俺様天使の助手になりまして

 窓から思い切り身を乗り出して、前、上、左右をくまなく探す。けれど、光る羽が一枚だけひらひらと舞っているだけで、それらしい姿はどこにもない。

「消えちゃった。忍者みたいだったな」

 それより気になるのは、最終段階ってことだ。

 もうすぐ、二度と会えなくなるの? そんなの、嫌だよ。



 気になって、夜はほとんど眠れなかった。

 あれからすぐに、忍者天使が言っていたことをサナダに伝えたら、すごく驚いていた。サナダも知らなかったみたいだ。
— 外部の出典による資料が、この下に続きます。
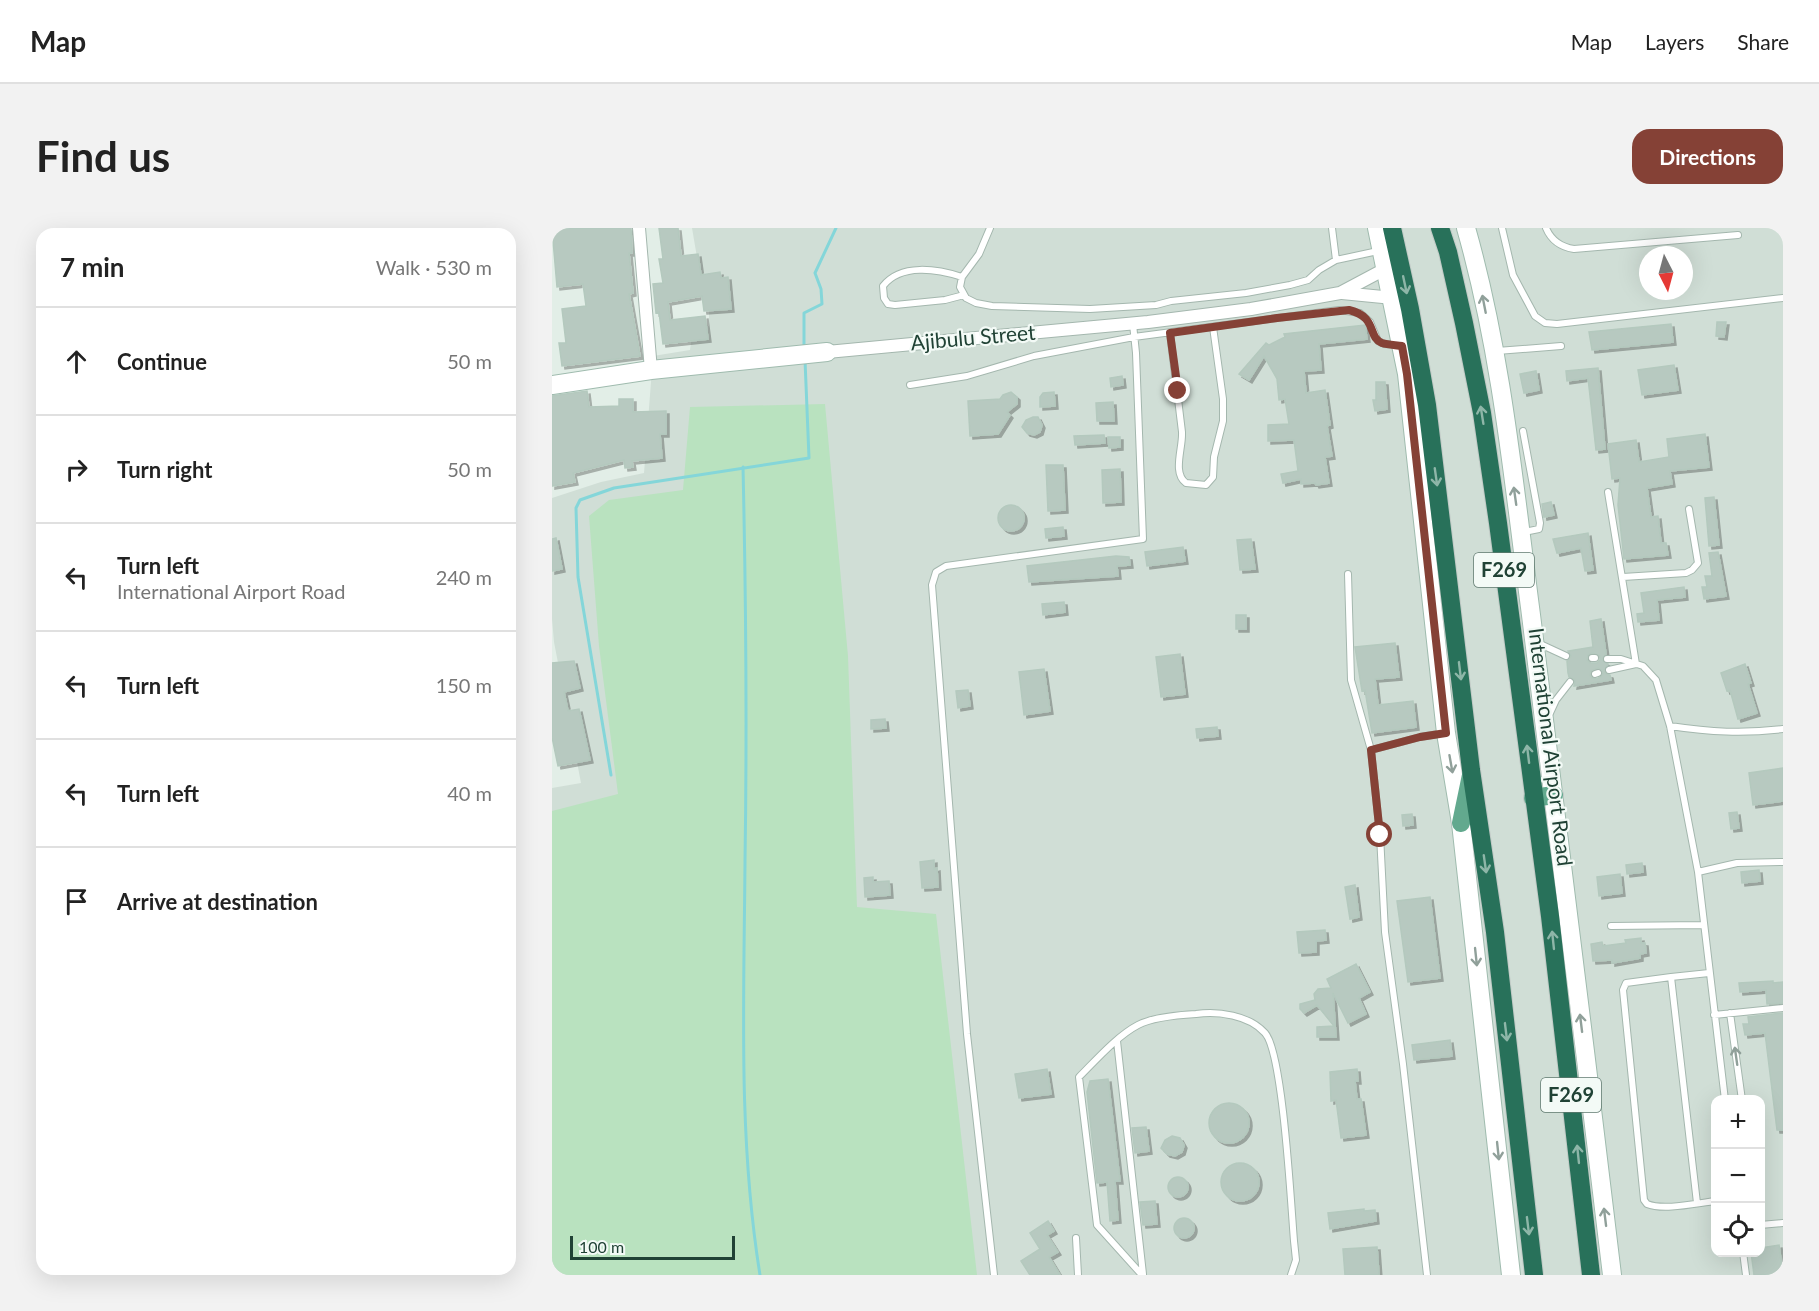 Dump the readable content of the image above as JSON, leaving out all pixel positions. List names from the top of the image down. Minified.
{"streets":{"highway":["F269","International Airport Road"],"main road":["Ajibulu Street"]},"scale_bar":"100 m","north":"bottom","page":{"header":"Map","nav":["Map","Layers","Share"],"buttons":"Directions","title":"Find us","heading":["7 min","Walk · 530 m"],"list":[["Continue","50 m"],["Turn right","50 m"],["Turn left","International Airport Road","240 m"],["Turn left","150 m"],["Turn left","40 m"],"Arrive at destination"],"map_buttons":["+","−"],"scale":"100 m"}}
『その天使様の言う最終段階とは、何でしょうか。今までアルバルク様から聞いた話で想像すると、恐らく、ゲームで言うところの、ボスステージみたいなものではないかと思います』

 サナダは情報を掴んだら、すぐに教えると約束してくれた。

「ボスステージだって。ね、ぴぃちゃん。リクトールは、いつ天界に帰っちゃうのかな」

 教会のいつものテーブルで、ちょんちょん歩くぴぃちゃんを話し相手にして、気を紛らわせる。

ぴぃちゃんが話せたらいいのにな。そうしたら、いろいろ聞き出せるのに。